The answer comes in two different forms: interpretation, or compilation. Just like two people speaking different languages, there has to be some way to transcend the language barrier in order for them to converse. A translator is needed to translate each person's words to the other person's language, one way at a time. For the microprocessor, this means another program, written by another programmer in machine language, which recognizes the ASCII character patterns of high-level commands such as Print (P-r-i-n-t) and can translate them into the necessary bite-size steps that the microprocessor can directly understand. If this translation is done during program execution, just like a translator intervening between two people in a live conversation, it is called "interpretation." On the other hand, if the entire program is translated to machine language in one fell swoop, like a translator recording a monologue on paper and then translating all the words at one sitting into a written document in the other language, the process is called "compilation."
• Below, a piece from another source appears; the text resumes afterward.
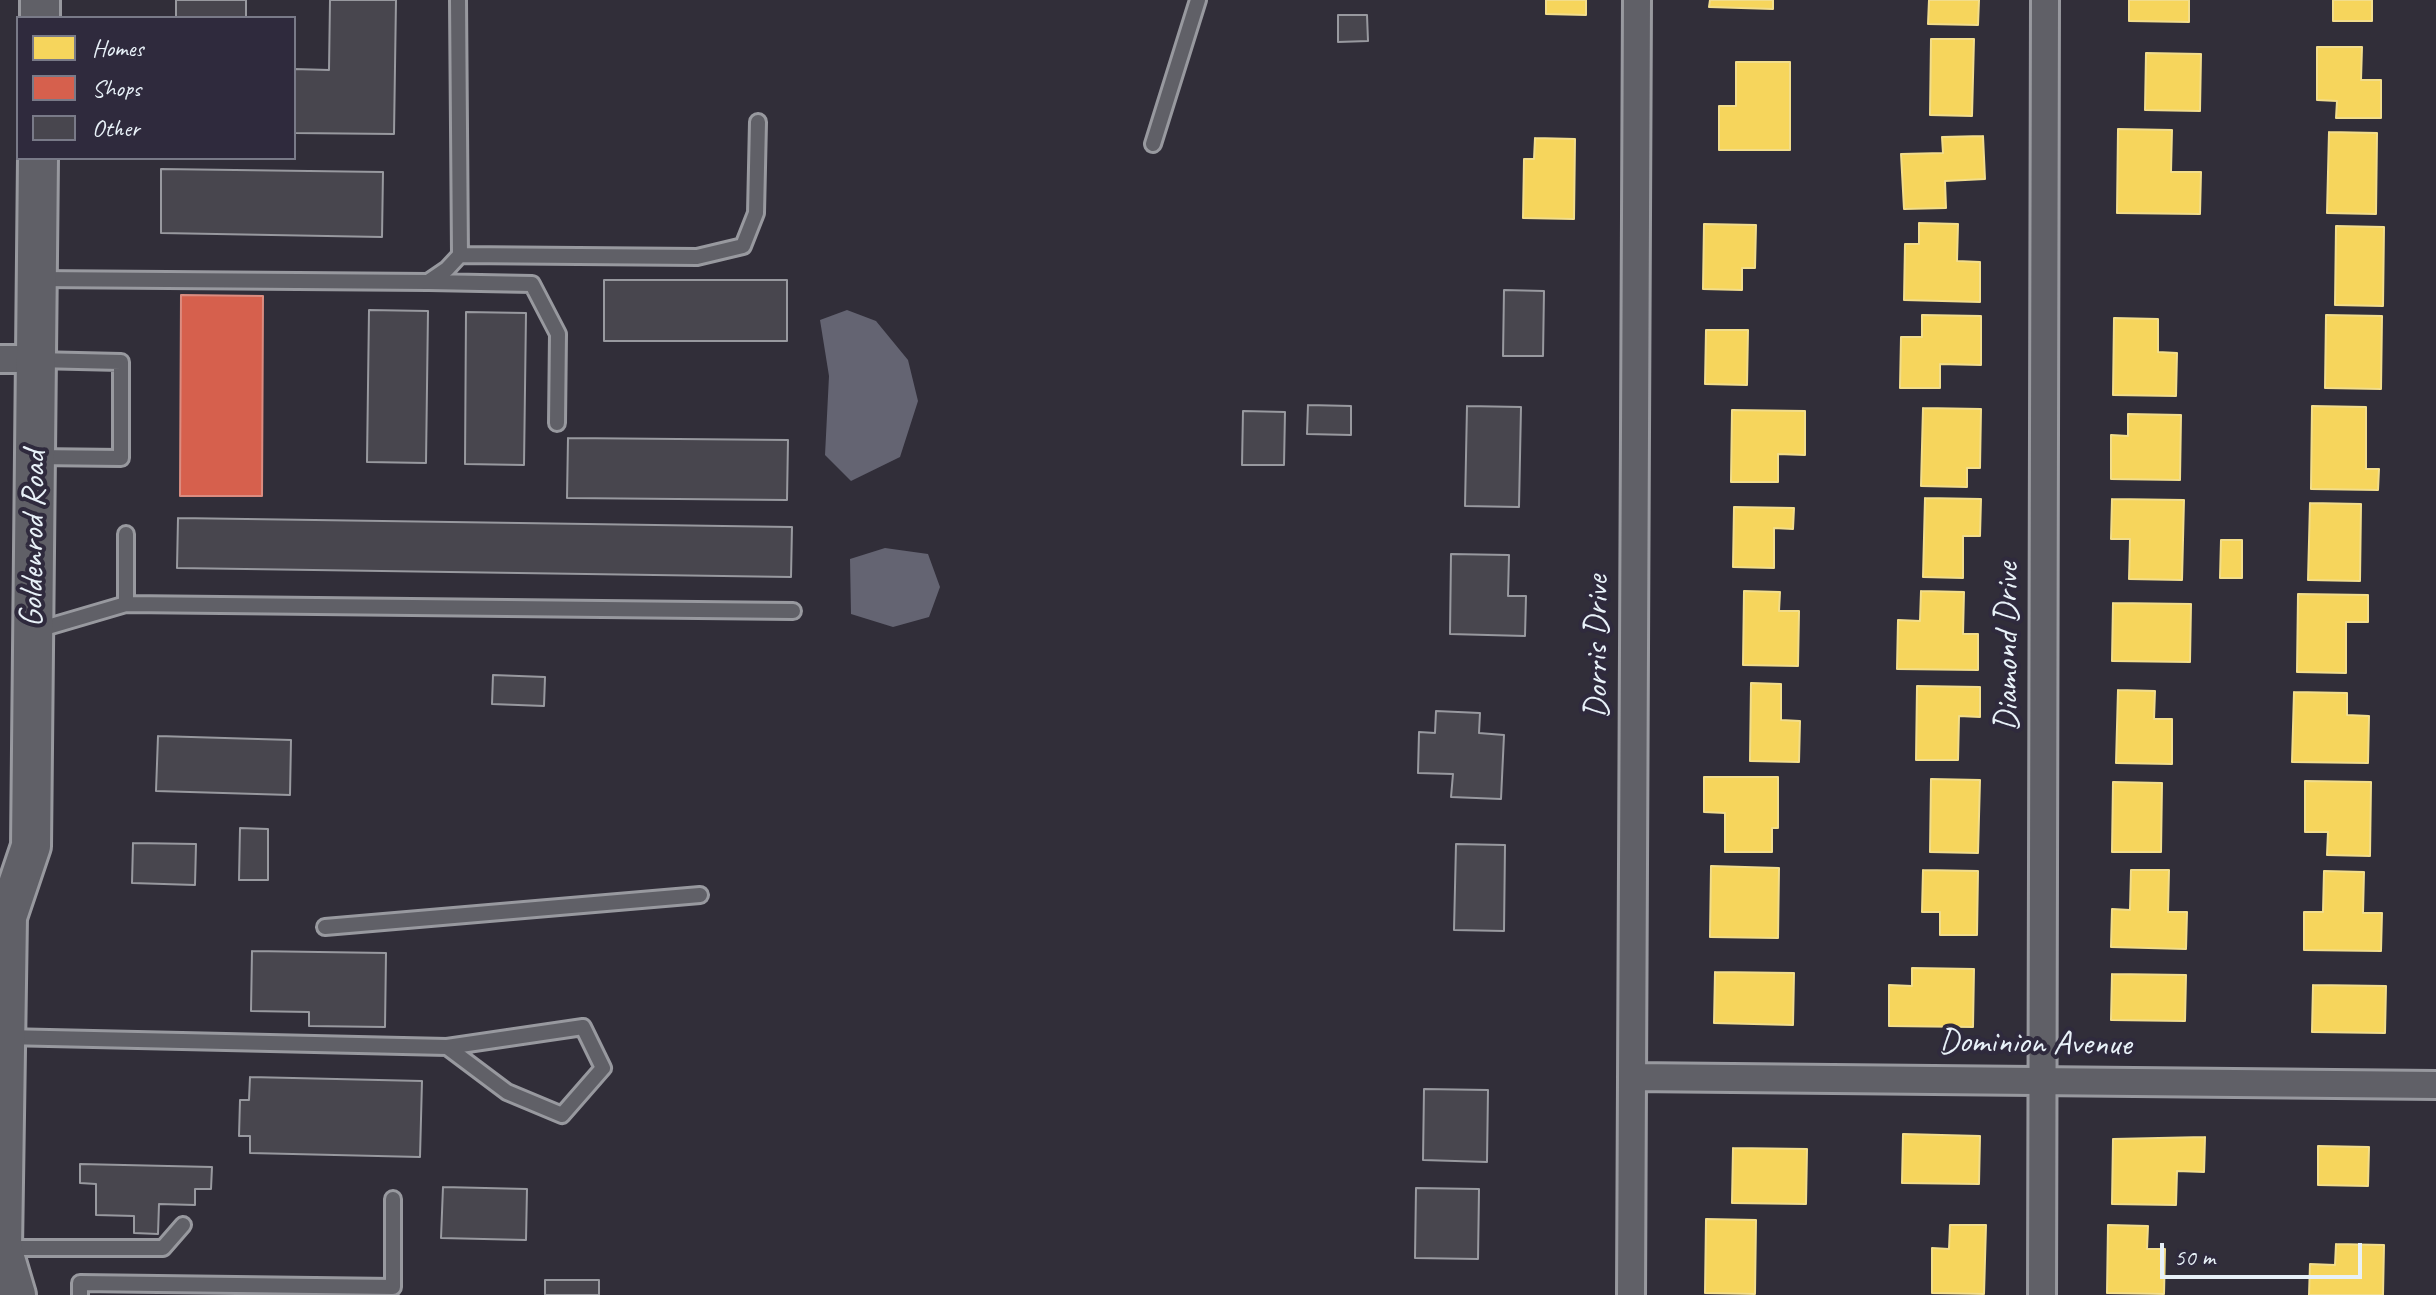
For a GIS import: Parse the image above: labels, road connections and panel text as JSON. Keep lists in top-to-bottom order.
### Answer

Interpretation is simple, but makes for a slow-running program because the microprocessor has to continually translate the program between steps, and that takes time. Compilation takes time initially to translate the whole program into machine code, but the resulting machine code needs no translation after that and runs faster as a consequence. Programming languages such as BASIC and FORTH are interpreted. Languages such as C, C++, FORTRAN, and PASCAL are compiled. Compiled languages are generally considered to be the languages of choice for professional programmers, because of the efficiency of the final product.

Naturally, because machine language vocabularies vary widely from microprocessor to microprocessor, and since high-level languages are designed to be as universal as possible, the interpreting and compiling programs necessary for language translation must be microprocessor-specific. Development of these interpreters and compilers is a most impressive feat: the people who make these programs most definitely earn their keep, especially when you consider the work they must do to keep their software product current with the rapidly-changing microprocessor models appearing on the market!
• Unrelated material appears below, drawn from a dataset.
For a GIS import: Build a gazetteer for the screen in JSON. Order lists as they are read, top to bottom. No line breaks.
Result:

To mitigate this difficulty, the trend-setting manufacturers of microprocessor chips (most notably, Intel and Motorola) try to design their new products to be backwardly compatible with their older products. For example, the entire instruction set for the Intel 80386 chip is contained within the latest Pentium IV chips, although the Pentium chips have additional instructions that the 80386 chips lack. What this means is that machine-language programs (compilers, too) written for 80386 computers will run on the latest and greatest Intel Pentium IV CPU, but machine-language programs written specifically to take advantage of the Pentium's larger instruction set will not run on an 80386, because the older CPU simply doesn't have some of those instructions in its vocabulary: the Control Unit inside the 80386 cannot decode them.

Building on this theme, most compilers have settings that allow the programmer to select which CPU type he or she wants to compile machine-language code for. If they select the 80386 setting, the compiler will perform the translation using only instructions known to the 80386 chip; if they select the Pentium setting, the compiler is free to make use of all instructions known to Pentiums. This is analogous to telling a translator what minimum reading level their audience will be: a document translated for a child will be understandable to an adult, but a document translated for an adult may very well be gibberish to a child.